Palpitant
et énervant
par
Sarabé
Une
chose est sûre : ce roman de science-fiction construit
comme un polar se dévore avec avidité. A
travers la quête d'un texte apocryphe de Saint Pierre,
il nous dessine une vision terrifiante et sarcastique
de l'évolution du monde libéral, où
les avancées technologiques et la course au profit
achèvent de cloisonner la société
en "inclus" et en "exclus"…
Tous ces ingrédients en font une réussite
du genre, qui mérite bien d'avoir décroché
le grand prix de l'Imaginaire 2000.
Là
où je me sens nettement plus réservée,
c'est quand je considère ce livre comme l'exposé
romancé d'une thèse qui tient l'auteur à
cœur (et qu'il développe dans son essai "Totalement
inhumaine" ainsi que sur son site personnel) : l'espèce
humaine n'est que le tremplin temporaire d'une entité
intelligente, qui lui succèdera en empruntant une
"incarnation" plus parfaite, plus conforme à
ses objectifs. Bon. Je ne suis vraiment pas une spécialiste
des nouvelles technologies et du développement
de l'intelligence artificielle, je veux bien admettre
que celle-ci devient de plus en plus autonome et ne nécessite
plus un support organique… Mais de là à
y construire les bases d'une nouvelle religion ! Car c'est
bien, il me semble, ce que tente Truong : ce "Successeur"

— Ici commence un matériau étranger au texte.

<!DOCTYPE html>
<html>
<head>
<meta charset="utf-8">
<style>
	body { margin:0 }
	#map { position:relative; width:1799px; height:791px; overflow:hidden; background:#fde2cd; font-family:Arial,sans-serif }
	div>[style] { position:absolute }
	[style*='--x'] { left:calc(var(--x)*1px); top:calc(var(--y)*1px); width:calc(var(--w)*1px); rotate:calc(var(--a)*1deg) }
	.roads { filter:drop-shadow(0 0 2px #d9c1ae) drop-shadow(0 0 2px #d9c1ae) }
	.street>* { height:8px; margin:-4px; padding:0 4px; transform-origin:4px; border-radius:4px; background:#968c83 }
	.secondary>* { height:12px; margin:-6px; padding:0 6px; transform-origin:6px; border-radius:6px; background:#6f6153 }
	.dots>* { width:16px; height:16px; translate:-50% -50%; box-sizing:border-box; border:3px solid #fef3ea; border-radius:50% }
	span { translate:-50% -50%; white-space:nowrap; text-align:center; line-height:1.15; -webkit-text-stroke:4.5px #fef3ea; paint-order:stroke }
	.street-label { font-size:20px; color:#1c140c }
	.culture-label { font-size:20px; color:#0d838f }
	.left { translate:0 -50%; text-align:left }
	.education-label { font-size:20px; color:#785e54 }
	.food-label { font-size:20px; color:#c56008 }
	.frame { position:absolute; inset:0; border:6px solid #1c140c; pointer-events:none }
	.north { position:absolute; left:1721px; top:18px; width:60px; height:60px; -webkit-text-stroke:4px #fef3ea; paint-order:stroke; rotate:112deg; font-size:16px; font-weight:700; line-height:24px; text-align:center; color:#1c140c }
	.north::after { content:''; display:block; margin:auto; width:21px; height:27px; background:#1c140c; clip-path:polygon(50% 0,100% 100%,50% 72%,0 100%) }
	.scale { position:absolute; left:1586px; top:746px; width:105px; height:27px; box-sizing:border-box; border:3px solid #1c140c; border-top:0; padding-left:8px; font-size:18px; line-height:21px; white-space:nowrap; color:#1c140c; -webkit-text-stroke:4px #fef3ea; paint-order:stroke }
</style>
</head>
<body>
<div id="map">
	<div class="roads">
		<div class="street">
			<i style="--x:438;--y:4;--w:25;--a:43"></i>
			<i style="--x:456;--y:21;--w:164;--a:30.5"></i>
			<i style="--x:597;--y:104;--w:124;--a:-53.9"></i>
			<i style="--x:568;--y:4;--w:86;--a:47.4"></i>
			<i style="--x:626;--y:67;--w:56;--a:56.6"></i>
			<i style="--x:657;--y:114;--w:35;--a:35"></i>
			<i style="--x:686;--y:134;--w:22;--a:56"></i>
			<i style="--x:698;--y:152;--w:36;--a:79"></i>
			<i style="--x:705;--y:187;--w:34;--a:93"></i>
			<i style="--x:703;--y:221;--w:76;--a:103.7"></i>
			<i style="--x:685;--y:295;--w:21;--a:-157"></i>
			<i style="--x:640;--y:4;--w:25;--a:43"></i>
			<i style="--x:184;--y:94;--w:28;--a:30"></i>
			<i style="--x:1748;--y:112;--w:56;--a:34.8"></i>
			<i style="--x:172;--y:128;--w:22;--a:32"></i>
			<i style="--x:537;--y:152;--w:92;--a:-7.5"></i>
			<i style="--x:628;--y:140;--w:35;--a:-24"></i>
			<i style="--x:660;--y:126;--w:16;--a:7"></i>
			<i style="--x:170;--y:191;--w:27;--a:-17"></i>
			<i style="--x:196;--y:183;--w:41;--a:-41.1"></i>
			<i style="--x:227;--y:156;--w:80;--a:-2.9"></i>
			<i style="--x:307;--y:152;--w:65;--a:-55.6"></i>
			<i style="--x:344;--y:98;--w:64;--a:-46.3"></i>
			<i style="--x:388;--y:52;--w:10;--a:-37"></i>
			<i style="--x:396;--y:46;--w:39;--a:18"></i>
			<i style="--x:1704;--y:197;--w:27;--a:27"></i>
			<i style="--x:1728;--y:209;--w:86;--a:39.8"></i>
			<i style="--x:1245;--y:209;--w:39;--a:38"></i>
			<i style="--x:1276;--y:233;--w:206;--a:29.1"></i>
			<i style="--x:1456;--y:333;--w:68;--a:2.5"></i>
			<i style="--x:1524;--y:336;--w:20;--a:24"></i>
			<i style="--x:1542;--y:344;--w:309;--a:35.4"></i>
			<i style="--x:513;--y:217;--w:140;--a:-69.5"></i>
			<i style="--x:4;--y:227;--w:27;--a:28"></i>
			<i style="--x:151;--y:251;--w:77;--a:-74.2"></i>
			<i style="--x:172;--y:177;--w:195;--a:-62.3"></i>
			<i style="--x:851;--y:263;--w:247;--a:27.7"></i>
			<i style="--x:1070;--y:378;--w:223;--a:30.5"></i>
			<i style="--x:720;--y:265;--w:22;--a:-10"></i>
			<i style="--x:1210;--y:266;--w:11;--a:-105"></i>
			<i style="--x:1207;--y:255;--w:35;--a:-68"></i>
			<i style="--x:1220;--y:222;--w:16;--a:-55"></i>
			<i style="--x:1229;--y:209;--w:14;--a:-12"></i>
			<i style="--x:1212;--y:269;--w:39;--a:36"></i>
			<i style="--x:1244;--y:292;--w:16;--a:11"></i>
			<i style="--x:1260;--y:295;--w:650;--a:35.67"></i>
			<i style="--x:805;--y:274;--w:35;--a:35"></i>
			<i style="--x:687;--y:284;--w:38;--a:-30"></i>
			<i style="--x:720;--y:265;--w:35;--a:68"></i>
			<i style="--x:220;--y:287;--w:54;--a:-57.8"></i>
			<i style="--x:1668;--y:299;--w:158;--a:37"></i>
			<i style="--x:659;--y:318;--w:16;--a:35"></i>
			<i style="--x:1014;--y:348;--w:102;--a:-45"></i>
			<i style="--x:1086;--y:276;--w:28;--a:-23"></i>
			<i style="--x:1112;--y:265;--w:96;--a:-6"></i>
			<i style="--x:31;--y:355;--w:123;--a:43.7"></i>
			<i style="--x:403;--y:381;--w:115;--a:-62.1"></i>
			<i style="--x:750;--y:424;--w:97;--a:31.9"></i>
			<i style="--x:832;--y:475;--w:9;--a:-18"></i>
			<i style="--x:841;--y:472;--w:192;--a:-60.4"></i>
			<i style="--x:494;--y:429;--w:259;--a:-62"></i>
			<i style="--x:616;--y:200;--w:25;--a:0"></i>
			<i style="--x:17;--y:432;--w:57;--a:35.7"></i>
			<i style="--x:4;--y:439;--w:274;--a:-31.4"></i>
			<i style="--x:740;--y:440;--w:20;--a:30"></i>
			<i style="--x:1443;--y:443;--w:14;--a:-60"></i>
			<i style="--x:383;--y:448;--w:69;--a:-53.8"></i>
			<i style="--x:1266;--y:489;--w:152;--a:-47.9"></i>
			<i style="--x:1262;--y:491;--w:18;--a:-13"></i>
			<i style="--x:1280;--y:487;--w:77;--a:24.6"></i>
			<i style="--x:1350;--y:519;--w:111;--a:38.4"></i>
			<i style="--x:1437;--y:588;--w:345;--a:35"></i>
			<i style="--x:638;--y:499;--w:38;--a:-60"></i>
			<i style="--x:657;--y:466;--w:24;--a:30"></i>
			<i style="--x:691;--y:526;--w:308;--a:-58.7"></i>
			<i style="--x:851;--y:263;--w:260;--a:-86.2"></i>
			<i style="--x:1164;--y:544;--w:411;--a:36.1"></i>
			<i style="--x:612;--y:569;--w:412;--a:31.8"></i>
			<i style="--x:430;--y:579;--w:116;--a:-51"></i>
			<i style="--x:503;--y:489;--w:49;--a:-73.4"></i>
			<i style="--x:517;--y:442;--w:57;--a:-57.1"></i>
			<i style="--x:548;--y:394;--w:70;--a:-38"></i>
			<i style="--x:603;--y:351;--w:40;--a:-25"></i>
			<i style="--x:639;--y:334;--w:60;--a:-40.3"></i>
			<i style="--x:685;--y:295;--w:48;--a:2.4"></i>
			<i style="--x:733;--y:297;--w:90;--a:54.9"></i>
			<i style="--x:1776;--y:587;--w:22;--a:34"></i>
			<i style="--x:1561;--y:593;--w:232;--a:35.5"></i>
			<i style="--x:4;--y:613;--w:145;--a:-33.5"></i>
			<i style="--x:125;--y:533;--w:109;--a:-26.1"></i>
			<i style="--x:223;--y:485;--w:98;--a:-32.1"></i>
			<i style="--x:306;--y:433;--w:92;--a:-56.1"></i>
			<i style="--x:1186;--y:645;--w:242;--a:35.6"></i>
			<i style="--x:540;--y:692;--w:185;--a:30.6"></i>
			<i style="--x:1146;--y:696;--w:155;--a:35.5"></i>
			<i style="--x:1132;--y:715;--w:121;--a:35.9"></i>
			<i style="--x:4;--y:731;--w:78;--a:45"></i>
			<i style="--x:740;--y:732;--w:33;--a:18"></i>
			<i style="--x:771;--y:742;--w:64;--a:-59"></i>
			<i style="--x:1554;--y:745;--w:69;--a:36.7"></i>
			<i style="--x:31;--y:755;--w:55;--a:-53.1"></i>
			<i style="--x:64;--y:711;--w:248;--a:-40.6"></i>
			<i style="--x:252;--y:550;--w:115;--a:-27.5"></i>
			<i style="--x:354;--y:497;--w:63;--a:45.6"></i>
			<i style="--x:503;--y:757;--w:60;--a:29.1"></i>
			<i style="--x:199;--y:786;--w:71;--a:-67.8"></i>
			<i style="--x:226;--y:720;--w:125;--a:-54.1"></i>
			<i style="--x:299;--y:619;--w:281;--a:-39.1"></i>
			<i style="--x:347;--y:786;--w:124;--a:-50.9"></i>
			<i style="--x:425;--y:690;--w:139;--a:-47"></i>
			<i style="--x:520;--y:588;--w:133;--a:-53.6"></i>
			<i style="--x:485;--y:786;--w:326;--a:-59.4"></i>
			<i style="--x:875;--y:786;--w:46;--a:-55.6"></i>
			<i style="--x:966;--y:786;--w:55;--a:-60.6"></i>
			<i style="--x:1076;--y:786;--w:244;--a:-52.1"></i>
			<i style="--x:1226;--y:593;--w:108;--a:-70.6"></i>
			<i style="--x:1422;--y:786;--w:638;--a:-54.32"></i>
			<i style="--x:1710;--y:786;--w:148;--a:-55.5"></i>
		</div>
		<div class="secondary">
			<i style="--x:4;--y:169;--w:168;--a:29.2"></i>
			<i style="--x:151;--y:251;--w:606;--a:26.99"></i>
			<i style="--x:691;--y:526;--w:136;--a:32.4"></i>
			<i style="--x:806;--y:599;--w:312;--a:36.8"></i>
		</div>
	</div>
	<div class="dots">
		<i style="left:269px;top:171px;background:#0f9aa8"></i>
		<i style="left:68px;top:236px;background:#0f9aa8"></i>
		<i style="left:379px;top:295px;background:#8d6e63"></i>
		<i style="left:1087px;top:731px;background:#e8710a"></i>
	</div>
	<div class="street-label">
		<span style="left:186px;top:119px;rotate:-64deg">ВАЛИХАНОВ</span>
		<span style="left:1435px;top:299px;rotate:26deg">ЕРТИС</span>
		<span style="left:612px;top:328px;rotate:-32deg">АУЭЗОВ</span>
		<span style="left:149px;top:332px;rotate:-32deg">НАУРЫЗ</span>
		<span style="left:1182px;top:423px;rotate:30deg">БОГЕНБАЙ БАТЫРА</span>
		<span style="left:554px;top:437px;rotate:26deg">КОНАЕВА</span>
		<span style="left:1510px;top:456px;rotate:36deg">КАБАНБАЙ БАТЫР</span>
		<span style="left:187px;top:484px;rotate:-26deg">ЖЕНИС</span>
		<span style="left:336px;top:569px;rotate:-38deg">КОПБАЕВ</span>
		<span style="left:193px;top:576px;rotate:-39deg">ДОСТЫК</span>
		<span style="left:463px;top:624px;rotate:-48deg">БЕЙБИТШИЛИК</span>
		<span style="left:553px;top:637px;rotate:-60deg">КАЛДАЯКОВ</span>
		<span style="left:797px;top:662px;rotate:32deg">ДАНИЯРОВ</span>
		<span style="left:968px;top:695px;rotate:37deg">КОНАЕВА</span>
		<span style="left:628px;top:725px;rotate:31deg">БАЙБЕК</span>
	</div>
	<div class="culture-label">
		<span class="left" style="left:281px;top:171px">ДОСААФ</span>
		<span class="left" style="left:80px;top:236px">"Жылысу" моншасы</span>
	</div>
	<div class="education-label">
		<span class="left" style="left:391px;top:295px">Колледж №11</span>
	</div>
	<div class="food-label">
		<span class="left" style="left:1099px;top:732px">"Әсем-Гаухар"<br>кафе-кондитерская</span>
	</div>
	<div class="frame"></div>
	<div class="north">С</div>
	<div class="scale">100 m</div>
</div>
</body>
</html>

hypothétique dont il annonce la venue a toutes
les caractéristique d'une divinité, et il
la traite comme telle : son avènement est inexorable,
ses voies sont inchangeables, l'homme n'est qu'un misérable
trognon qui n'a plus qu'à se résigner, même
dans le domaine politique et économique, puisque
de toutes façons, le "Successeur" en
a décidé ainsi.
Ce
genre de pensée doublement nihiliste, puisque morbide
d'un côté et mystique de l'autre (il n'y
a rien à faire et de toute façon nous ne
sommes responsables de rien) est sûrement ce qui
me met le plus hors de moi. Ces prophéties résignées
et paranoïaques sont d'une terrible vanité
: au sens d'un orgueil d'abord (prétendre détenir
une vérité finale) et au sens d'une inutilité
ensuite : que l'homme soit une espèce vivante susceptible
d'extinction n'est pas un scoop, me semble-t-il, et cela
ne change rien à notre monde. Critiquer l'état
des choses, les dangers de notre société,
pour s'arrêter résigné à une
volonté transcendante, revient à ne rien
critiquer du tout. Et à s'interdire d'agir. Non,
me répondrait sans doute Truong, on peut tout de
même agir, comme le font certains personnages du
"Successeur de pierre" dans les dernières
lignes du roman. Une poignée d'élus qui
"savent" et suivent des principes insaisissables…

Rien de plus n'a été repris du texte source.